There was celebration in June among supporters of Albert Woodfox in the US and also in Britain when Judge James Brady said the state of Louisiana could no longer hold him behind bars after two convictions for the murder of a prison guard in Angola Prison guard in 1972 were overturned for reasons that included racial bias in the jury.
But within days, the state appealed that ruling and hopes that Mr Woodfox, 68, would soon be home were thwarted even though the widow of the dead guard herself said she doubted he was responsible and in spite of the obvious obstacles to a fair third trial, with no available physical evidence and the inconvenient fact that almost all potential witnesses have since passed away.
“The district court abused its discretion by barring retrial and by granting the extraordinary remedy of an unconditional writ,” Judge Carolyn Dineen King wrote for the majority after the ruling was released on the evening of 9 November. But the disappointment of those who have years lobbied for his release was instense.
“He remains trapped in a nightmare - both by conditions of solitary confinement and by a deeply flawed legal process that has spanned four decades,” Amnesty International USA Campaigner Jasmine Heiss said on 10 November. “Woodfox has endured the unthinkable for over four decades in state custody. It’s long past time for the courts and state officials to finally provide some measure of justice and let Woodfox walk free.”
The state prosecutor’s office indicated that it was already proceeding with plans for a third trial for Mr Woodfox, the last of the Angola Three still in custody. One member was released in 2001; another was released in 2013 and died three days later.

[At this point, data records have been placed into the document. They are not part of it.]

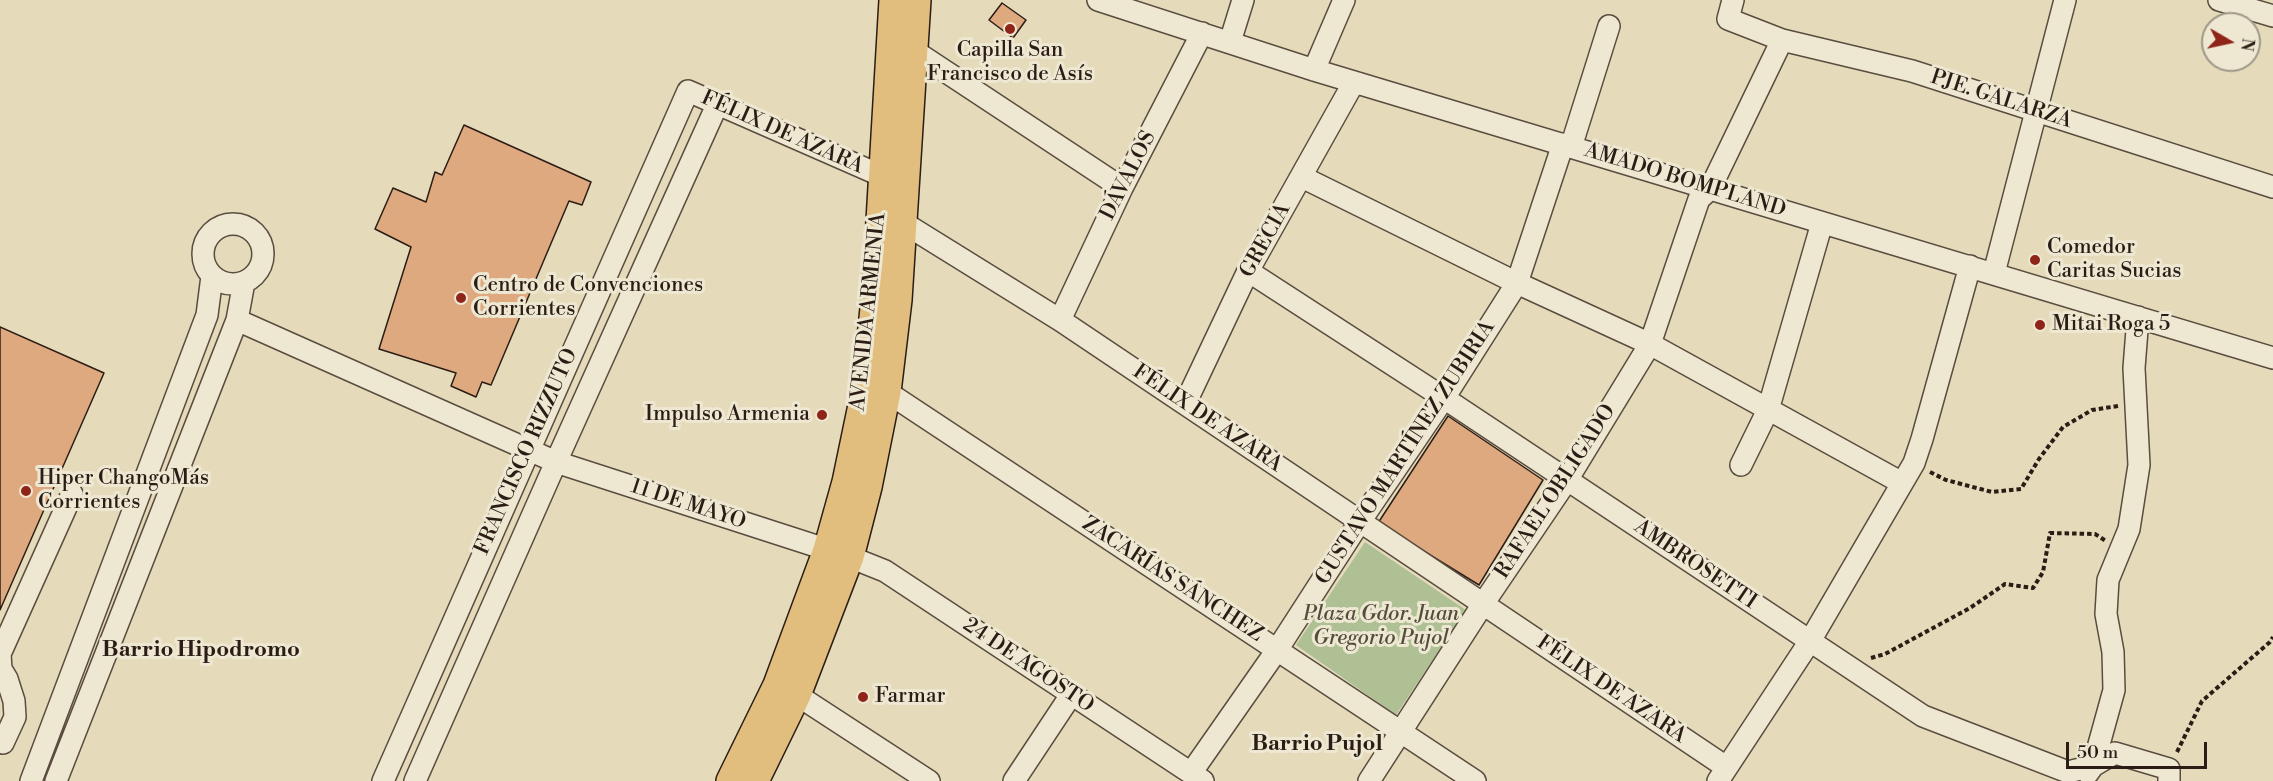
<!DOCTYPE html>
<html>
<head>
<meta charset="utf-8">
<style>
	body { margin:0 }
	#map { position:relative; width:2273px; height:781px; overflow:hidden; background:#e5dbbb; font-family:"Libre Bodoni",serif }
	canvas { display:block }
	.north { position:absolute; left:2201px; top:12px; width:60px; height:60px; box-sizing:border-box; background:#eee8d3; border:2px solid #a09787; border-radius:50%; rotate:99deg; font-size:16px; font-weight:700; line-height:24px; text-align:center; color:#2b1d15 }
	.north::after { content:''; display:block; margin:auto; width:21px; height:27px; background:#8f2418; clip-path:polygon(50% 0,100% 100%,50% 72%,0 100%) }
	.scale { position:absolute; left:2066px; top:742px; width:141px; height:27px; box-sizing:border-box; border:3px solid #2b1d15; border-top:0; padding-left:8px; font-size:18px; line-height:21px; white-space:nowrap; color:#2b1d15; -webkit-text-stroke:4px #eee8d3; paint-order:stroke }
</style>
</head>
<body>
<div id="map">
<canvas width="2273" height="781"></canvas>
<div class="north">N</div>
<div class="scale">50 m</div>
</div>
<script>
const context = document.querySelector('canvas').getContext('2d');
context.lineJoin = 'round';
function fill(path, color) {
  context.fillStyle = color;
  context.fill(path, 'evenodd');
}
function toPath(rows) {
  const path = new Path2D();
  for (const r of rows) {
    if (r.length === 3) {
      path.moveTo(r[0] + r[2], r[1]);
      path.arc(r[0], r[1], r[2], 0, 2 * Math.PI);
      continue;
    }
    path.moveTo(r[0], r[1]);
    for (let i = 2; i < r.length; i += 2) path.lineTo(r[i], r[i + 1]);
  }
  return path;
}
function strokePath(path, color, width, dash) {
  context.strokeStyle = color;
  context.lineWidth = width;
  context.lineCap = dash ? 'butt' : 'round';
  context.setLineDash(dash || []);
  context.stroke(path);
}
function label(font, color, halo, rows, align = 'center') {
  context.font = font + ' "Libre Bodoni",serif';
  context.lineWidth = 6;
  context.setLineDash([]);
  context.textBaseline = 'middle';
  context.strokeStyle = halo;
  context.fillStyle = color;
  for (const [text, x, y, turn = 0] of rows) {
    context.save();
    context.translate(x, y);
    context.rotate((+turn || 0) * Math.PI / 180);
    context.textAlign = isNaN(turn) ? turn : align;
    if (halo) context.strokeText(text, 0, 0);
    context.fillText(text, 0, 0);
    context.restore();
  }
}
const green = toPath([
	[1365,542,1466,610,1396,715,1296,645]
]);
const building = toPath([
	[1002,3,1026,20,1013,38,989,20,1002,3],
	[464,125,591,182,582,205,569,201,491,385,482,382,476,397,451,386,456,373,379,349,411,247,375,229,393,188,426,202,435,172,442,175,464,125],
	[0,327,104,373,0,610,0,327],
	[1448,416,1543,480,1479,585,1378,523,1448,416]
]);
const path = toPath([
	[1930,472,1946,480,1992,492,2021,489,2039,459,2063,427,2092,410,2118,406],
	[1871,658,1885,654,1970,608,2005,584,2033,588,2043,572,2050,533,2095,534,2106,541],
	[2177,752,2202,701,2270,642,2273,637]
]);
const minor = toPath([
	[1098,0,1314,70,2273,358],
	[1733,0,1728,19,1782,40,1912,71,2273,187],
	[2219,0,2273,16],
	[1230,42,1243,0],
	[903,50,913,50,1122,188],
	[1314,70,1344,0],
	[1571,147,1609,26],
	[1302,177,1517,283,1650,344,1902,483],
	[233,254,30],
	[1248,271,1444,398,1923,716,2068,772,2093,766,2115,753,2169,769,2169,781],
	[1994,273,2065,0],
	[237,320,556,462,850,557,885,571,1203,781],
	[1060,320,1122,188,1202,33],
	[873,388,887,392,1475,781],
	[1185,404,1248,271,1354,82],
	[1741,465,1768,410,1822,223],
	[783,688,797,695,929,781],
	[3,743,15,717,14,701,7,679,1,669,0,654,72,494],
	[1191,773,1277,650,1359,523,1444,398,1517,283,1563,144],
	[2088,773,2093,766,2114,690,2113,652,2106,614,2108,580,2129,529,2139,465,2134,368,2138,317],
	[31,781,207,315,212,276],
	[56,781,237,320,244,282],
	[383,781,688,91,882,176,902,222,1060,320,1726,767],
	[415,781,556,462,717,105],
	[1014,781,1071,695],
	[1369,781,1483,604,1567,480,1650,344,1699,199,1710,189,1782,40],
	[1718,781,1810,641,1914,463,1922,439,1970,266]
]);
const major = toPath([
	[730,781,777,685,827,550,846,482,866,386,876,289,893,0],
	[755,781,797,695,850,557,868,487,887,392,898,300,917,0]
]);
const markers = [
	[1010,29,6,"#8f2418"],
	[2035,260,6,"#8f2418"],
	[461,298,6,"#8f2418"],
	[2040,325,6,"#8f2418"],
	[822,415,6,"#8f2418"],
	[26,491,6,"#8f2418"],
	[863,697,6,"#8f2418"]
];
const poiNames = [
	["Capilla San",1010,51,"center"],
	["Francisco de Asís",1010,75,"center"],
	["Comedor",2047,248],
	["Caritas Sucias",2047,272],
	["Centro de Convenciones",473,286],
	["Corrientes",473,310],
	["Mitai Roga 5",2052,325],
	["Impulso Armenia",810,415,"right"],
	["Hiper ChangoMás",38,479],
	["Corrientes",38,503],
	["Farmar",875,697]
];
const streetNames = [
	["PJE. GALARZA",2001,100,18],
	["FÉLIX DE AZARA",782,133,24],
	["DÁVALOS",1129,176,-63],
	["AMADO BOMPLAND",1685,181,17],
	["GRECIA",1266,241,-61],
	["AVENIDA ARMENIA",869,312,-84],
	["FÉLIX DE AZARA",1207,419,34],
	["FRANCISCO RIZZUTO",527,452,-66],
	["GUSTAVO MARTÍNEZ ZUBIRIA",1406,453,-57],
	["RAFAEL OBLIGADO",1556,492,-57],
	["11 DE MAYO",688,505,18],
	["AMBROSETTI",1695,565,34],
	["ZACARÍAS SÁNCHEZ",1172,580,33],
	["24 DE AGOSTO",1028,666,34],
	["FÉLIX DE AZARA",1611,690,34]
];
const parkNames = [
	["Plaza Gdor. Juan",1381,615],
	["Gregorio Pujol",1381,639]
];
const neighbourhoodNames = [
	["Barrio Hipodromo",201,651],
	["Barrio Pujol",1317,745]
];
fill(green, '#afc194');
fill(building, '#dfa980');
strokePath(building, '#2b1d15', 1.5);
strokePath(minor, '#5a4c3e', 24);
strokePath(major, '#2b1d15', 30);
strokePath(path, '#2b1d15', 4, [4.5, 3]);
strokePath(minor, '#eee8d3', 21);
strokePath(major, '#e2be7e', 27);
for (const [x, y, r, color] of markers) {
  const dot = new Path2D();
  dot.arc(x, y, r, 0, 2 * Math.PI);
  context.fillStyle = color;
  context.fill(dot);
  strokePath(dot, '#eee8d3', 2);
}
label('21px', '#2b1d15', '#eee8d3', poiNames, 'left');
label('21px', '#2b1d15', '#eee8d3', streetNames);
label('italic 21px', '#534e3b', '#eee8d3', parkNames);
label('bold 22px', '#2b1d15', '#eee8d3', neighbourhoodNames);
</script>
</body>
</html>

In his dissent, Judge James Dennis agreed with Judge Brady, noting that almost all potential witnesses had died. “Clearly, the wrongful harm done to Woodfox, not only as a litigant but also as a human being by his two unconstitutional convictions and his egregious four decades of solitary confinement, cannot be rectified by the usual remedy of reversal and reprosecution,” Judge Dennis wrote.
Mr. Woodfox’s lawyer, George Kendall, said in a statement that he and his client were “extremely disappointed” with the court’s decision. “As the dissent points out, these truly are extraordinary circumstances and the state of Louisiana, who continues to hold Mr. Woodfox in solitary confinement, can no longer provide a fair trial," he said.